Doctor Fate wrote:And, when one is borrowing 40% more than one is taking in, it is reasonable to expect a certain amount of economic growth. Again, I would ask--is 4% return on 40% borrowed at what, 5% interest (??), a good deal? It seems like short-term thinking--and, contra you, there has been NO long-term plan presented.
The fact that you can't be bothered to find out what the current interest rate is speaks volumes.

Your figures are also a bit out as well. You compare the deficit as a proportion of taxation against the growth rate as a proportion of GDP. Apples and Pears, my dear.

4% GDP growth now is not bad, considering how recently you were in recession (and a recession that knocked about 6% off GDP. Remember that the UK's last quarter showed contraction of an annualised 1.6%, so you are actually doing 5.6% better than we are.

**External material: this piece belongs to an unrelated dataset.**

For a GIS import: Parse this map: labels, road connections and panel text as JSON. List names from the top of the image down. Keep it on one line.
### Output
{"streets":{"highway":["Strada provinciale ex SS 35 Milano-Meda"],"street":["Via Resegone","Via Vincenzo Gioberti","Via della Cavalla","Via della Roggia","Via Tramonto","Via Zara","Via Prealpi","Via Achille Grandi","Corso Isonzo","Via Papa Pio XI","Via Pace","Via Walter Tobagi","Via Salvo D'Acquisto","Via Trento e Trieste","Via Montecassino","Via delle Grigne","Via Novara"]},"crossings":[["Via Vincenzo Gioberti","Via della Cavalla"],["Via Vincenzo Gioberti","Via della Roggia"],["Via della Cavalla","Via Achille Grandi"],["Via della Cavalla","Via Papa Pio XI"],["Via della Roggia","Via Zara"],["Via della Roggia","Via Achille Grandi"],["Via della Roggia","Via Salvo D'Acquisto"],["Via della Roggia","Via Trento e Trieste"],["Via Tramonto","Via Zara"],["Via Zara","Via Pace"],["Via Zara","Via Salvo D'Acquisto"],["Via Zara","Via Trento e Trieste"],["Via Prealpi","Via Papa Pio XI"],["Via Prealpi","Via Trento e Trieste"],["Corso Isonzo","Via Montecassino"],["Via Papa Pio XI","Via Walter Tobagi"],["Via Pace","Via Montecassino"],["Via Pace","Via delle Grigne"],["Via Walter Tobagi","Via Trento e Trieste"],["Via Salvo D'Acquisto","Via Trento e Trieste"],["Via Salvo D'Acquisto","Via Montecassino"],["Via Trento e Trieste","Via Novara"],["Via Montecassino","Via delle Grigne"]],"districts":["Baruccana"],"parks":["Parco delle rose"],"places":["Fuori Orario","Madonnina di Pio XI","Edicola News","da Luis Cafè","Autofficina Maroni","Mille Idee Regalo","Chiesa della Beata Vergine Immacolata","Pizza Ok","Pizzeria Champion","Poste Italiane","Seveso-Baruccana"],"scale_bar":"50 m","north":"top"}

What's more, 4% annual growth is cumulative, whereas the deficit is linear.

I believe we can borrow more freely than you think, can plan for debt reduction for the long term once we have a stable economy, and that you see Reds under every sodding bed.


Please show me anything in the President's budget or future projections that looks like a serious debt reduction plan.[/quote]As I said, it's pretty simple. Growth now means that GDP is higher later, that tax receipts go up even if rates remain the same, and that spending can fall back naturally.

Cutting too fast too early risks sending the economy back into recession, reducing tax receipts and putting pressure on spending, making it actually harder to deal with the deficit. Oh, and it screws up the private sector economy and costs jobs. But hey, you work in a cushy insulated part of the economy. Those of us who work in the actual commercial world are the ones who get affected in a recession, not you priests.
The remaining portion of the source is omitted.